Standard, wet, non-polymer aluminum electrolytics also offer some degree of self-healing. Because of the liquid electrolyte, oxygen is generated during electrolysis, and this can regrow a fault site due to dielectric impurities or micro cracks, reform the dielectric layer, and reduce the leakage current. However, over time, the liquid electrolyte will be depleted by this process and accelerate the normal wear-out process.
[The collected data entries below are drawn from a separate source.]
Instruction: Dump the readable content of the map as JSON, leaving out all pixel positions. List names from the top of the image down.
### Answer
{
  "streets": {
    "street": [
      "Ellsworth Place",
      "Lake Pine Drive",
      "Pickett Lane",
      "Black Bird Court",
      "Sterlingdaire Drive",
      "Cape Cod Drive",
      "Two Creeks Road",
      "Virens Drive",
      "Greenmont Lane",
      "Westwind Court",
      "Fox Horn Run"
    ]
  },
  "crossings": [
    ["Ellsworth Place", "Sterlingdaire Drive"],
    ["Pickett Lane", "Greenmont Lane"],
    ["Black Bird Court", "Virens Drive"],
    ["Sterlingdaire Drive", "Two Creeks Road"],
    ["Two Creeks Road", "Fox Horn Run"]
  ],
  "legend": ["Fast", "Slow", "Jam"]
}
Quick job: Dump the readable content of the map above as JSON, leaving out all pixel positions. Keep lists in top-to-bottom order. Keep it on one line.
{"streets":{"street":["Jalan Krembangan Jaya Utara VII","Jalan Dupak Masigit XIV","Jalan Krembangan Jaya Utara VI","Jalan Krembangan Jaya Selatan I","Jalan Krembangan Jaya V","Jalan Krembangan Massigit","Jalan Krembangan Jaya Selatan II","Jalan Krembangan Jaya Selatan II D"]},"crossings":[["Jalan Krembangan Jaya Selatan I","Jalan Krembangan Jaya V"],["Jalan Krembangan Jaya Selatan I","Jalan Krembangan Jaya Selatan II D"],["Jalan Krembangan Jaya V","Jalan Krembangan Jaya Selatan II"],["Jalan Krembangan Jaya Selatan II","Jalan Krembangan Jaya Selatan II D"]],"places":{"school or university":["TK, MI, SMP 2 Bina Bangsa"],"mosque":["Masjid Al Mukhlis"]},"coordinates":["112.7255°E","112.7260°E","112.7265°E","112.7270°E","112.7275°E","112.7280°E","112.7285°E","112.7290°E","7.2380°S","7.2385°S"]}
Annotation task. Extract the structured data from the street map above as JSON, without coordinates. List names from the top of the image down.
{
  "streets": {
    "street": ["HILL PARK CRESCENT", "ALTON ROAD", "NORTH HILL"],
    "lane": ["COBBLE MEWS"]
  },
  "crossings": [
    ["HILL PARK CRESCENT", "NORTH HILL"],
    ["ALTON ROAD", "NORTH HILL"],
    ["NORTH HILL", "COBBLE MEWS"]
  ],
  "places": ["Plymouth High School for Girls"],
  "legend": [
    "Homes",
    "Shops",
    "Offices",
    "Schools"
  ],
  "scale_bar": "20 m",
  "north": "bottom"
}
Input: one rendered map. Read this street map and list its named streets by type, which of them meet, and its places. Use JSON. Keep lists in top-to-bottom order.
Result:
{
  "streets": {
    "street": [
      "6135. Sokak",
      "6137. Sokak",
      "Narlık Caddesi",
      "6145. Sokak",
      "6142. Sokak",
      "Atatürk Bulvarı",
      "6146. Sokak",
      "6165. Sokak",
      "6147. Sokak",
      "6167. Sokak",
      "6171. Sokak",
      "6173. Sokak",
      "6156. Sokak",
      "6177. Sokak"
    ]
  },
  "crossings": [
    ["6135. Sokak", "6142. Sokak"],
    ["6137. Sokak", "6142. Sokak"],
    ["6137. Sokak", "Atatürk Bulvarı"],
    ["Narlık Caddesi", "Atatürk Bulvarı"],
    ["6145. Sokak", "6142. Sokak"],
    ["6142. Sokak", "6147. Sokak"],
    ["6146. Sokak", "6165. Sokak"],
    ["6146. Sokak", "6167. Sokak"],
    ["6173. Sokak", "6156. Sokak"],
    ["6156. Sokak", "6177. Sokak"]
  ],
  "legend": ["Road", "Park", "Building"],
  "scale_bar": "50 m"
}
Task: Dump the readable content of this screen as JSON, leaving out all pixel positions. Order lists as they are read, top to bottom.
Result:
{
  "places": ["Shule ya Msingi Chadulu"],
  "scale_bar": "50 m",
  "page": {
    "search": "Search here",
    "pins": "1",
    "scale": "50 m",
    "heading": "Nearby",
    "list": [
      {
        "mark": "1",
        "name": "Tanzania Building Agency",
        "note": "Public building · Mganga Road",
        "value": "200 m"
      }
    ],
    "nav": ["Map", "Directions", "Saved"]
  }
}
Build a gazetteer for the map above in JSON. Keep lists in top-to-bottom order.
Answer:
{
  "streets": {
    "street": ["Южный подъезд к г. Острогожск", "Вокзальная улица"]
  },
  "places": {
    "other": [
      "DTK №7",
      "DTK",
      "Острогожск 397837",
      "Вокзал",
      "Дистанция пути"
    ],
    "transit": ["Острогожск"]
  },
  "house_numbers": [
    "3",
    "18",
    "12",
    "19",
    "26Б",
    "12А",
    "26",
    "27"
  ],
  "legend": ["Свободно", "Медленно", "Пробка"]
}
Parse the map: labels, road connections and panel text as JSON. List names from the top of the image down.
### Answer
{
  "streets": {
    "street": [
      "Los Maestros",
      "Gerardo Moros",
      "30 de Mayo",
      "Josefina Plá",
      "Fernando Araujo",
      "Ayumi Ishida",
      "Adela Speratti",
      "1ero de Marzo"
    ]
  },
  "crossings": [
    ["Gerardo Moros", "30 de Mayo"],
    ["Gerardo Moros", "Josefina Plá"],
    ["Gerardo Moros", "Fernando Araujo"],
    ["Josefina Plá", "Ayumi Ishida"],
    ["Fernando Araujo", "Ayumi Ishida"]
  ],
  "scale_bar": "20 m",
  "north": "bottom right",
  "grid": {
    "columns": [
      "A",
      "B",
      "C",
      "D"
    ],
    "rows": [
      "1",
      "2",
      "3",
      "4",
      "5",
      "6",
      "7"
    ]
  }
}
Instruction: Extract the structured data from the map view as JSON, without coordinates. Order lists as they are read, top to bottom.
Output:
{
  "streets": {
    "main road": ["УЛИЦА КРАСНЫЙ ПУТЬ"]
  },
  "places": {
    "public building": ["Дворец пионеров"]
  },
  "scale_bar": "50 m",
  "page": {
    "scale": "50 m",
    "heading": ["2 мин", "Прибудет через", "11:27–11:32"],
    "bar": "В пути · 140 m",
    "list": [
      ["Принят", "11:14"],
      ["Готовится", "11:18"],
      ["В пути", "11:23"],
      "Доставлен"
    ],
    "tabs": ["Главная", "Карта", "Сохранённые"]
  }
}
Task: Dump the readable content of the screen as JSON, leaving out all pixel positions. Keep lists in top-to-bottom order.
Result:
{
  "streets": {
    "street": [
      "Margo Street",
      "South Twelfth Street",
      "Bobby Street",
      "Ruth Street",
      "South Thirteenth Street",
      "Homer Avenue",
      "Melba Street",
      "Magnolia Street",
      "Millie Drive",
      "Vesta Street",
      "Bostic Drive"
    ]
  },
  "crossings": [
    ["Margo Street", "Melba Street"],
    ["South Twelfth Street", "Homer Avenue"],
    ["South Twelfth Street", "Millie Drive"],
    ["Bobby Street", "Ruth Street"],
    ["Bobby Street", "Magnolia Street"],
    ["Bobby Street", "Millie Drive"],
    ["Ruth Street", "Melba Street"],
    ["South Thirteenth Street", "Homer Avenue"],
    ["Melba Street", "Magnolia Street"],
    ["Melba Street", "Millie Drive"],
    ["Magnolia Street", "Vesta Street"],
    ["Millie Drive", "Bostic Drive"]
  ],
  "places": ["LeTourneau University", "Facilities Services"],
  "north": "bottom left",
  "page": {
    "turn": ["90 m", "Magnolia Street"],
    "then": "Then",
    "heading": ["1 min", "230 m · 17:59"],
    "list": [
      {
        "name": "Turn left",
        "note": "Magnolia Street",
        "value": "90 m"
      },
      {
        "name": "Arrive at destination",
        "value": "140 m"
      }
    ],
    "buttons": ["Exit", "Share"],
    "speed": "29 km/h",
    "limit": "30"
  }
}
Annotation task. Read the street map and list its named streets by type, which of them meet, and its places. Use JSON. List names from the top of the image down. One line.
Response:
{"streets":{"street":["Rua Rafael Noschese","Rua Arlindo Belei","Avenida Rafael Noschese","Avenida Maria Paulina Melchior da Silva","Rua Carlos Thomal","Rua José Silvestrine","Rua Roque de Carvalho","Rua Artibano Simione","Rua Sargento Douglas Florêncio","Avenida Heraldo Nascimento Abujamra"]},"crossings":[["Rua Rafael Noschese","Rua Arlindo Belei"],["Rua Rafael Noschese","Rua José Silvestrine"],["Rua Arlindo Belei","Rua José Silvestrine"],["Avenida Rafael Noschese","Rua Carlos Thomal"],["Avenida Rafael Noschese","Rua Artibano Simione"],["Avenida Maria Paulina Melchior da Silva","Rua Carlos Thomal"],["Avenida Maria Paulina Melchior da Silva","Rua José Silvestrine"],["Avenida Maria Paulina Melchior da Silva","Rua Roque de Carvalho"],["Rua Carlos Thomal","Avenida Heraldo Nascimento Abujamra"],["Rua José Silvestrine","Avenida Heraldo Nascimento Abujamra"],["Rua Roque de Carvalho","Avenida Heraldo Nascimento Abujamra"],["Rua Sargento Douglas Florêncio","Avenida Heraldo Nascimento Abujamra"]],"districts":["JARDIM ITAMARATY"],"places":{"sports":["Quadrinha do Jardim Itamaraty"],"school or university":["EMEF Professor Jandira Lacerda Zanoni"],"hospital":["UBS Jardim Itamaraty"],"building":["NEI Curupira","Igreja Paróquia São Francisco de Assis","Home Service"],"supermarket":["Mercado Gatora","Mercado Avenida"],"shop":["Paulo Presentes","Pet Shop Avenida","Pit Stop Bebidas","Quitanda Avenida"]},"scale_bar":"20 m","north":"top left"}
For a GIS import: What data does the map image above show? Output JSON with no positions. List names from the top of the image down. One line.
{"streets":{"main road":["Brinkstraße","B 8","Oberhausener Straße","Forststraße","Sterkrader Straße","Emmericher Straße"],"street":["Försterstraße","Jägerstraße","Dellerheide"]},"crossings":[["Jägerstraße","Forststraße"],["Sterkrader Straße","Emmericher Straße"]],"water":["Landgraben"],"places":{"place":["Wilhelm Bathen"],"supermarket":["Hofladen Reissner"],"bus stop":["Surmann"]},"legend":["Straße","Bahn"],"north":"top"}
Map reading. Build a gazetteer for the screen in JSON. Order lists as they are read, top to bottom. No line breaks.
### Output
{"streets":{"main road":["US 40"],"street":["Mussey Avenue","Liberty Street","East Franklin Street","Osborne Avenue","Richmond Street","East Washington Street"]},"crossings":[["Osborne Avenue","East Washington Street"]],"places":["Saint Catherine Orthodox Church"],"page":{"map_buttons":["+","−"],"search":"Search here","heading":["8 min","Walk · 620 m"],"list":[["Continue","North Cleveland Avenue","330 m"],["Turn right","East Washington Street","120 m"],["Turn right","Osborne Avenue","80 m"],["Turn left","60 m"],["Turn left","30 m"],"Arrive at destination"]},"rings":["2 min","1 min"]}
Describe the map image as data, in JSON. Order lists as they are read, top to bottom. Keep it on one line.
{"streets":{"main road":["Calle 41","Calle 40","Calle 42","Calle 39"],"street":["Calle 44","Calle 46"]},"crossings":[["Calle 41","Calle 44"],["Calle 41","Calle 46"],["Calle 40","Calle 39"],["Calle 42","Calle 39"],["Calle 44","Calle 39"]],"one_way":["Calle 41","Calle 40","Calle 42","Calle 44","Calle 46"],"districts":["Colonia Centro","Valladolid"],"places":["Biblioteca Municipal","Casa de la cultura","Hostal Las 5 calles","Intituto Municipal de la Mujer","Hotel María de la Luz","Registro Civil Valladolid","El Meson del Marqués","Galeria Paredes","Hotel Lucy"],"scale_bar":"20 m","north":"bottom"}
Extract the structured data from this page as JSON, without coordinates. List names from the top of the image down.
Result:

Emerging Aluminum Electrolytic Capacitor Options

Conductive Polymer Electrolytics: The replacement of a wet electrolyte with a conductive polymer electrolyte eliminates the possibility of liquid electrolyte leakage between the seal case and leads as well as long-term aging (i.e., evaporation) concerns, which makes conductive polymer aluminum capacitors more reliable than standard wet aluminum capacitors. Conductive polymer aluminum electrolytics also exhibit nearly two times less ESR, two to three times greater RMS current capabilities, and about three times more stability with temperature compared to standard wet aluminum electrolytics, and they’re available with similar case sizes, capacitance values, and voltage ratings. In addition, a 20°C derating of each technology reveals that the life expectancy of a wet aluminum capacitor increases by a factor of four, while a conductive polymer aluminum capacitor increases by a factor of roughly 10.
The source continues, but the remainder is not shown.